Start of Records for the exercise

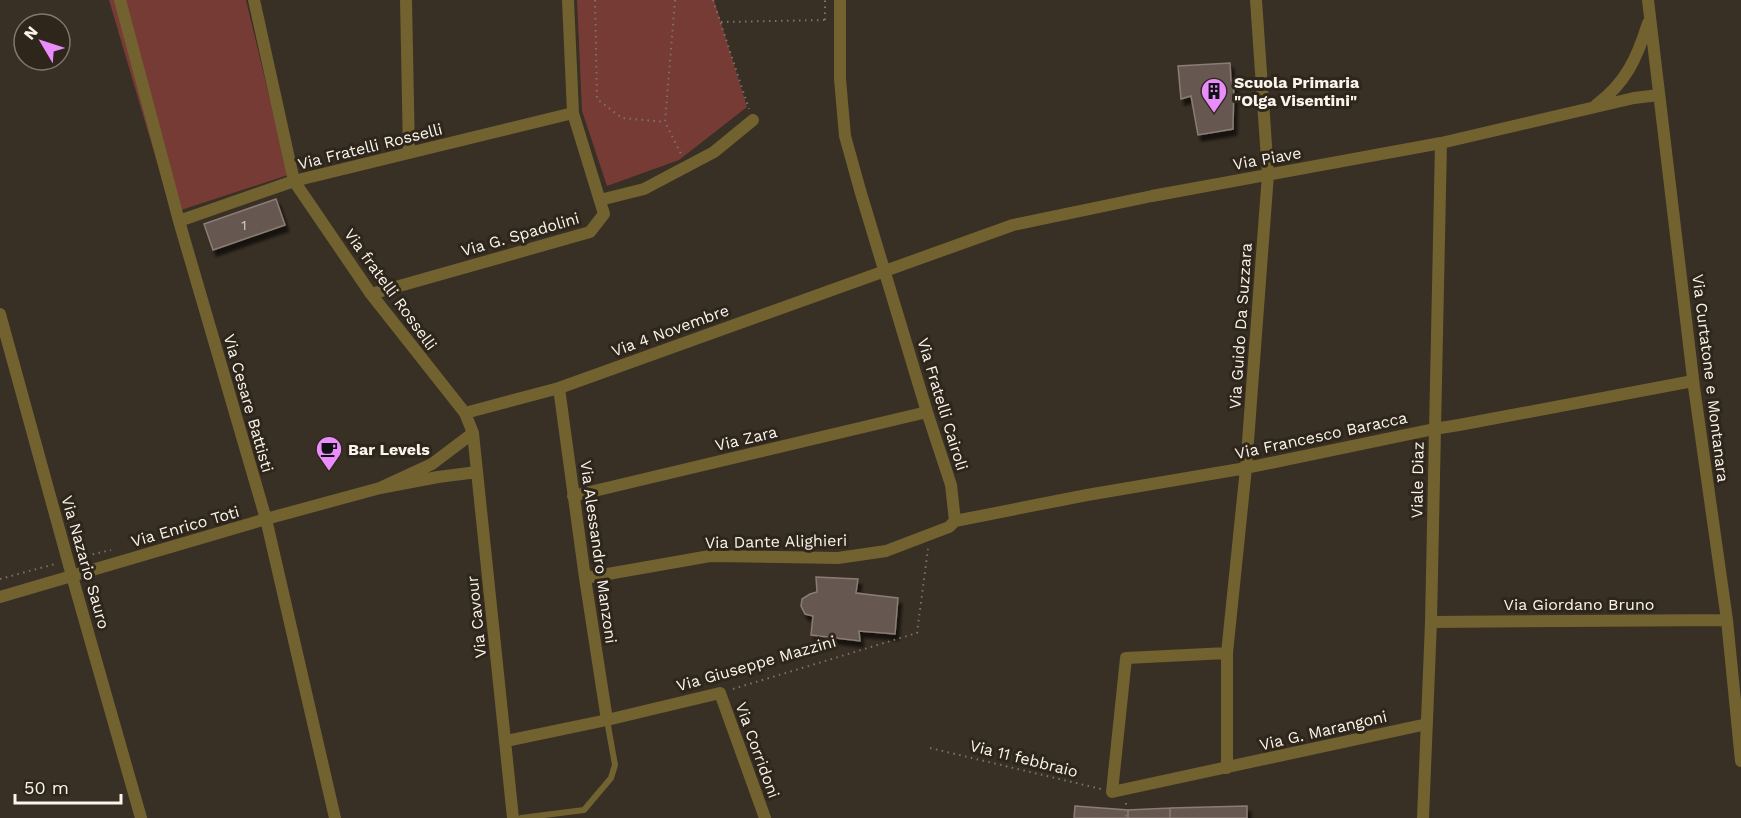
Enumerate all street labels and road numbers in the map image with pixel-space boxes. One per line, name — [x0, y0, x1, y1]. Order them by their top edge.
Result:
street label: Via Fratelli Rosselli — [296, 119, 444, 174]
street label: Via Piave — [1231, 143, 1303, 174]
street label: Via G. Spadolini — [459, 208, 582, 260]
street label: Via fratelli Rosselli — [340, 225, 441, 354]
street label: Via Guido Da Suzzara — [1225, 242, 1256, 410]
street label: Via Curtatone e Montanara — [1688, 273, 1733, 483]
street label: Via 4 Novembre — [609, 300, 731, 361]
street label: Via Cesare Battisti — [220, 332, 277, 474]
street label: Via Fratelli Cairoli — [913, 336, 972, 473]
street label: Via Francesco Baracca — [1233, 408, 1409, 463]
street label: Via Zara — [713, 422, 779, 455]
street label: Viale Diaz — [1407, 442, 1428, 518]
street label: Via Alessandro Manzoni — [576, 459, 621, 645]
street label: Via Nazario Sauro — [57, 493, 114, 631]
street label: Via Enrico Toti — [129, 502, 241, 551]
street label: Via Dante Alighieri — [705, 531, 847, 552]
street label: Via Cavour — [463, 574, 490, 659]
street label: Via Giordano Bruno — [1504, 595, 1654, 614]
street label: Via Giuseppe Mazzini — [674, 632, 838, 695]
street label: Via Corridoni — [731, 700, 784, 801]
street label: Via G. Marangoni — [1258, 707, 1389, 754]
street label: Via 11 febbraio — [968, 736, 1080, 781]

End of Records for the exercise

Task details:
Return the complete material exactly as given, excluding images.

Solution for this task:
Enumerate all street labels and road numbers in the map image with pixel-space boxes. One per line, name — [x0, y0, x1, y1]. Order them by their top edge.
Result:
street label: Via Fratelli Rosselli — [296, 119, 444, 174]
street label: Via Piave — [1231, 143, 1303, 174]
street label: Via G. Spadolini — [459, 208, 582, 260]
street label: Via fratelli Rosselli — [340, 225, 441, 354]
street label: Via Guido Da Suzzara — [1225, 242, 1256, 410]
street label: Via Curtatone e Montanara — [1688, 273, 1733, 483]
street label: Via 4 Novembre — [609, 300, 731, 361]
street label: Via Cesare Battisti — [220, 332, 277, 474]
street label: Via Fratelli Cairoli — [913, 336, 972, 473]
street label: Via Francesco Baracca — [1233, 408, 1409, 463]
street label: Via Zara — [713, 422, 779, 455]
street label: Viale Diaz — [1407, 442, 1428, 518]
street label: Via Alessandro Manzoni — [576, 459, 621, 645]
street label: Via Nazario Sauro — [57, 493, 114, 631]
street label: Via Enrico Toti — [129, 502, 241, 551]
street label: Via Dante Alighieri — [705, 531, 847, 552]
street label: Via Cavour — [463, 574, 490, 659]
street label: Via Giordano Bruno — [1504, 595, 1654, 614]
street label: Via Giuseppe Mazzini — [674, 632, 838, 695]
street label: Via Corridoni — [731, 700, 784, 801]
street label: Via G. Marangoni — [1258, 707, 1389, 754]
street label: Via 11 febbraio — [968, 736, 1080, 781]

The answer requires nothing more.